“This is a great day for the McAlester Regional Health Center and it’s a greater day for Southeastern Oklahoma,” MRHC Chief Executive Officer David Keith said Wednesday as he announced the McAlester hospital’s new venture with Oklahoma State University.
The venture includes a program calling for the OSU Center for Health Sciences to establish a regular medical residency program at the McAlester hospital for individuals who have already earned a medical degree, but who will practice medicine for three years under the supervision of a licensed physician as part of a graduate program.
Medical residences are designed to give new physicians in-depth training in a particular branch of medicine, adding practical experience to what they learned in medical school.
In addition to the residencies, the venture with OSU will result in more regular medical students coming to the McAlester hospital before graduation.
Although the new physicians will not be required to stay in McAlester after completing their medical residencies at MRHC, those planning the program hope many will decide to do so.
Keith spoke to a group of community leaders, educators, medical personal and guests who had gathered for the announcement at the McAlester hospital Wednesday afternoon.
They included two representatives from the OSU Center for Health Sciences: Dr. William J. Pettit, associate dean for rural health at the OSU Center for Rural Health in Tulsa, and Jeffrey J. LeBoeuf, executive director of the Osteopathic Medical Education Consortium of Oklahoma.
Referring to new physicians, Pettit said, “It’s one thing to get them to come to your community.” It’s another thing to get them to stay here and prosper, he added — a reference to how the new venture should enhance that possibility.
LeBoeuf referred to the venture’s origins, when Keith and Dr. Leroy Milton, of the MRHC Board of Trustees, first visited the OSU representatives.
“When Mr. Keith and Dr. Milton came to see us, they said they really wanted this to be a teaching facility,” LeBoeuf said.
It’s not feasible to expect medical residents trained in inner city hospitals to want to come to a rural area, although it does occasionally happen, said LeBoeuf.
He said the program will initially include nine physicians in internal medicine and nine physicians in family practice.
Although they will have medical degrees, they are also required to complete the residencies under the supervision of a licensed physician before they can set up their own practice.
Also, more medical students should start coming to the facility by next July, he said.
“Oklahoma State is not going away,” LeBoeuf said, referring to OSU’s commitment to the program at the McAlester hospital.
Keith lauded members of the hospital’s executive team.
“I’m very proud of the executive team we have here at the hospital,” Keith said, adding that the real credit should go to MRHC Chief Financial Officer Melissa Walker and Helen Wheeler, the hospital’s vice president of Strategy and Business Development.

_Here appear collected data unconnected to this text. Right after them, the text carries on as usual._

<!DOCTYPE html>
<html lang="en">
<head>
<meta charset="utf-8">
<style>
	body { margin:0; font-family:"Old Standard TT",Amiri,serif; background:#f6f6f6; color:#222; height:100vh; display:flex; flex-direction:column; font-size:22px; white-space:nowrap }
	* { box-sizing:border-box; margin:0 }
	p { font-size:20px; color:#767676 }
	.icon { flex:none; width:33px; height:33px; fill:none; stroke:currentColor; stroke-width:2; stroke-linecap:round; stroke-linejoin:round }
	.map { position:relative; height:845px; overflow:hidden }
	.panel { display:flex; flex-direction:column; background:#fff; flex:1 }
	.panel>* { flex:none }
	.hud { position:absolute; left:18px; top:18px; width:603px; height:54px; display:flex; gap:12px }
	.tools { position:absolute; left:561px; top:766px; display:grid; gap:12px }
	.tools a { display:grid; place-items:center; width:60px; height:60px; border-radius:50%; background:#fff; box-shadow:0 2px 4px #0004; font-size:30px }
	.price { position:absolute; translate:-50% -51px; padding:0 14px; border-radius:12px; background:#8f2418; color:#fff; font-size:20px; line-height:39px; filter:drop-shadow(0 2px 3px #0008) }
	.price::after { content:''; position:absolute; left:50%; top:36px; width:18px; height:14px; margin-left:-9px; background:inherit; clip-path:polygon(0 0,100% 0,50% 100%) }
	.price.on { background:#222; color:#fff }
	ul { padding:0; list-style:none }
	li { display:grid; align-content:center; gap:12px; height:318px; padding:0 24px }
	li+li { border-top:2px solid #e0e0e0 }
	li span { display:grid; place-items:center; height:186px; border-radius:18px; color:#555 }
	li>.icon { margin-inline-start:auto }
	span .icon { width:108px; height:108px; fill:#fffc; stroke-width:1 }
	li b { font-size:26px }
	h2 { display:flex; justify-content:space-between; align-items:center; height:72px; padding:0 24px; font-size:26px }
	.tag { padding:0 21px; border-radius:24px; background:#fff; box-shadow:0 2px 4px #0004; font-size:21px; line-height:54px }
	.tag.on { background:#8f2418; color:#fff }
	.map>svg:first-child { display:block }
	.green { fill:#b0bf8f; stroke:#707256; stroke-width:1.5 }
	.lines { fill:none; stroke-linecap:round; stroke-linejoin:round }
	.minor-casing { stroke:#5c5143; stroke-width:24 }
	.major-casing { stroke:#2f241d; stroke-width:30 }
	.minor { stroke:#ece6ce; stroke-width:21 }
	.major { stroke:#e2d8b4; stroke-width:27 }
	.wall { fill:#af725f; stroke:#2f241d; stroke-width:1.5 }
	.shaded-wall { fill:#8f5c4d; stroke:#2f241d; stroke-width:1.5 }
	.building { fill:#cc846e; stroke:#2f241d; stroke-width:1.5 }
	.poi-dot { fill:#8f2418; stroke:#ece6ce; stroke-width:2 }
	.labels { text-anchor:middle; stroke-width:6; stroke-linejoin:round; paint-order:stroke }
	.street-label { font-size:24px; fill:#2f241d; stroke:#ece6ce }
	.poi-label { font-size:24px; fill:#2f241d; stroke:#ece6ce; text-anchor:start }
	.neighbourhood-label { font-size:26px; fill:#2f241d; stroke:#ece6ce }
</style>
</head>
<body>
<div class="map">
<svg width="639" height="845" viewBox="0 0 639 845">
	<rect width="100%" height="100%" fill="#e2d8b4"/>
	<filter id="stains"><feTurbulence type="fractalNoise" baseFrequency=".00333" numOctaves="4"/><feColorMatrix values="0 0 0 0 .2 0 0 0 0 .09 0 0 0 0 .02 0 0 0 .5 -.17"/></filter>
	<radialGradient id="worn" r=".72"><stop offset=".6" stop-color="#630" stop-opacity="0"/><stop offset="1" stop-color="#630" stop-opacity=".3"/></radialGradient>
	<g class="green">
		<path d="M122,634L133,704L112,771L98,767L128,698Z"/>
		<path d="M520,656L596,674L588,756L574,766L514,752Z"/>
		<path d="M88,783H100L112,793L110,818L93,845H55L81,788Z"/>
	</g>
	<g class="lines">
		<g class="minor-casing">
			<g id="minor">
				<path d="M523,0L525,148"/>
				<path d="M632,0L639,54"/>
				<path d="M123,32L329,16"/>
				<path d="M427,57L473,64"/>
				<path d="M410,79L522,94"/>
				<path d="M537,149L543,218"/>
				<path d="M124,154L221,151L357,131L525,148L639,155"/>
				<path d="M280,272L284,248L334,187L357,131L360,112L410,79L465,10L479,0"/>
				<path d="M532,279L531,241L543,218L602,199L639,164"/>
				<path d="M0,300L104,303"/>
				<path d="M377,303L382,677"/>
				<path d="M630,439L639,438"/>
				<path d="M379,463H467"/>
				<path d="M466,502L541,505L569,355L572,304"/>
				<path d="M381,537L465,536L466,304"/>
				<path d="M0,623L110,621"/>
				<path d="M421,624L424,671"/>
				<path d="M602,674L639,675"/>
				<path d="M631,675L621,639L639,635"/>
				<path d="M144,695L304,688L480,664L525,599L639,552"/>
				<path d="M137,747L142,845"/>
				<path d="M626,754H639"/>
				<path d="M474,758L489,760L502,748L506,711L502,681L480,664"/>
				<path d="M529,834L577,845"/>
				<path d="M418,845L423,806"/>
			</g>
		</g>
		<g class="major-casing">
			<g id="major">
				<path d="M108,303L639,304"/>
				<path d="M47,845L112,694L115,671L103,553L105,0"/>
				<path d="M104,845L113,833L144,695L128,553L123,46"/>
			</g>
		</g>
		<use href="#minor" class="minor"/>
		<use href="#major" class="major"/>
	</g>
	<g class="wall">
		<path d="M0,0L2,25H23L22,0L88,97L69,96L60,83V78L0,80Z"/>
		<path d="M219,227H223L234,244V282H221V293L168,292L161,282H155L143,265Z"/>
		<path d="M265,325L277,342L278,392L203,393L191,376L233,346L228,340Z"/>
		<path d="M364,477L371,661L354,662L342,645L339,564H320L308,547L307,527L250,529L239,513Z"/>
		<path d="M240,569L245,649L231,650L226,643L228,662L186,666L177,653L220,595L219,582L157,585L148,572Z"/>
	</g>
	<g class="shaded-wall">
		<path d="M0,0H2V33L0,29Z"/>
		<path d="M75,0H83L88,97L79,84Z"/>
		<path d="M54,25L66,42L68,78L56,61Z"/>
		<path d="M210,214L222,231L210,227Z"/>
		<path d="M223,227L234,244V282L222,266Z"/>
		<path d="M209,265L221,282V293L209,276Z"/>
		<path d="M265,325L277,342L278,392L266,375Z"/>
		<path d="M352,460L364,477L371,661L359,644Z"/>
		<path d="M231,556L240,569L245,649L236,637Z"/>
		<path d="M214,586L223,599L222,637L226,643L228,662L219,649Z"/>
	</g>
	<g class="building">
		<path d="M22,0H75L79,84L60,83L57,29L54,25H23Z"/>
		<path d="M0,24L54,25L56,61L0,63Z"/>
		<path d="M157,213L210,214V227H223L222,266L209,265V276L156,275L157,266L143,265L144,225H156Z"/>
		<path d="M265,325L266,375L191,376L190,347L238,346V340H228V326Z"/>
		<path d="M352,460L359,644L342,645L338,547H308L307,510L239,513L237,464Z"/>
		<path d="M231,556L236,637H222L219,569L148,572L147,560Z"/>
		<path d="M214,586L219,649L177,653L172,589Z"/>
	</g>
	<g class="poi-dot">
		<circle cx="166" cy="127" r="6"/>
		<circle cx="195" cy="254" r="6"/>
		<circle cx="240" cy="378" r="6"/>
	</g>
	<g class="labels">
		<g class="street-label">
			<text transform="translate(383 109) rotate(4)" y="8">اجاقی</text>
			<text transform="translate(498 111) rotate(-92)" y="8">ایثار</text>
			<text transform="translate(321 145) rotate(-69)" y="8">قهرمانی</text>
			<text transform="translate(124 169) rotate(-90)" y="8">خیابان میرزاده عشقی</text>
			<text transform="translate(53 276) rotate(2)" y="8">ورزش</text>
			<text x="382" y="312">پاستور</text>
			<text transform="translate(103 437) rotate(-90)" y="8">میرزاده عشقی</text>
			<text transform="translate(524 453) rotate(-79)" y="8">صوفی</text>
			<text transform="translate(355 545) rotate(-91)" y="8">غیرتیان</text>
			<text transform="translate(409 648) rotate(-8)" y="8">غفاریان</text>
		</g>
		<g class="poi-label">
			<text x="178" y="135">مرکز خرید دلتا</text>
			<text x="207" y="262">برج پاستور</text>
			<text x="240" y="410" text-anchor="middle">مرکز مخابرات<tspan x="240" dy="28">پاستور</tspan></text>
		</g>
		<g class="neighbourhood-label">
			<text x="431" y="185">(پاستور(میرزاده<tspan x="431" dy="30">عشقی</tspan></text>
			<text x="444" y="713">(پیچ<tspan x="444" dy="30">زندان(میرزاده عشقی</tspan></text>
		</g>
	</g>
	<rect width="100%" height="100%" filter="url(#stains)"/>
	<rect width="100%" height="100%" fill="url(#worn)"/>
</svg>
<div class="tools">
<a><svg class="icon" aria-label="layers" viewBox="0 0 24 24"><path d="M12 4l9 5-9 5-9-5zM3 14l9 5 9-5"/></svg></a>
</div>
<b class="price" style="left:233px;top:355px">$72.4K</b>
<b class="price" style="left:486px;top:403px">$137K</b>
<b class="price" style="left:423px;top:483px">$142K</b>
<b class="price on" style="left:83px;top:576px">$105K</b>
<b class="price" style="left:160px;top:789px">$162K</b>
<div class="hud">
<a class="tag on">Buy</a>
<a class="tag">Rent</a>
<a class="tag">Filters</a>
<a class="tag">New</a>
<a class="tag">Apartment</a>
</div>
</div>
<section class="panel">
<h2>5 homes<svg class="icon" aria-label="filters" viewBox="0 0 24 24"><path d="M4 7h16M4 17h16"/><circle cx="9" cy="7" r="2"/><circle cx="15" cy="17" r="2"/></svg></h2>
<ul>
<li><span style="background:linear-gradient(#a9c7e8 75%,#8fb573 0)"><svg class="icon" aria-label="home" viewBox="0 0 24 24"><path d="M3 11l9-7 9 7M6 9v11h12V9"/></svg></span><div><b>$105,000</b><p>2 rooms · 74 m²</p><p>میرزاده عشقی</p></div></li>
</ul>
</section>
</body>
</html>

Dr. Ronald Tanner, a family practice physician who is double board-certified in emergency medicine and family medicine, will be working to help get the OSU program started at the McAlester hospital.
“He will be busy initiating the program,” Keith said.
Speaking with the News-Capital following Keith’s announcement, Tanner said a number of different types of medical students will receive training at the McAlester hospital.
In addition to those with medical degrees in the residency program, others will include students training to become physician assistants and nurse practitioners.
LeBoeuf spoke of the next steps.
“Right now, we’re in the recruiting phase,” he said. “They will begin on July 1st.”
From OSU’s viewpoint, the new arrangement means MRHC “is a member of our consortium,” he said. It will join other facilities, among them facilities in Durant, Tahlequah, Talihina, Enid and Oklahoma City, he said.
Internal medicine and family practice includes three-year training programs, so MRHC will be granting six residences a year, according to LeBoeuf.
In three years, three physicians from both those programs should graduate fully-trained, he said. Following the first group of graduates, there should be six fully-trained physicians graduating annually.
“Every year, you have six fully-trained physicians graduating,” LeBoeuf said — which leads to the hope that many of them will choose to stay in McAlester.
Several of those attending the announcement spoke of their enthusiasm for the venture.
“We’re so pleased to be involved with the residency program,” said MRHC Trust Authority Chairman Cara Bland.
News-Capital Publisher Amy Johns also reacted to the plans.
“This is amazing news for our community,” not only for the health and well-being of individuals in the area, but also for its economic impact, Johns said.
“These people will eat at our restaurants, shop at our stores and go to the movies. This will be an economic boon for our community.”
McAlester Mayor Steve Harrison reacted to the announcement.
“It’s not just McAlester Regional Health Center, it’s a big day for this city and it’s big day for this region,” Harrison said.
“We’re looking forward to the influx we’ll have here. Hopefully, they will decide this will be a good place to set up their practice,” Harrison said, referring to those physicians who complete their medical residencies at MRHC.
Wheeler also had some thoughts.
“I think it’s a great day for McAlester,” she said.
“It’s a great way to show our community what you can become. We can let our young people know they can dream big, train in McAlester, and have a direct impact on lives in Southeastern Oklahoma.”
Keith also expressed his enthusiasm.
“This is a day of celebration,” he said.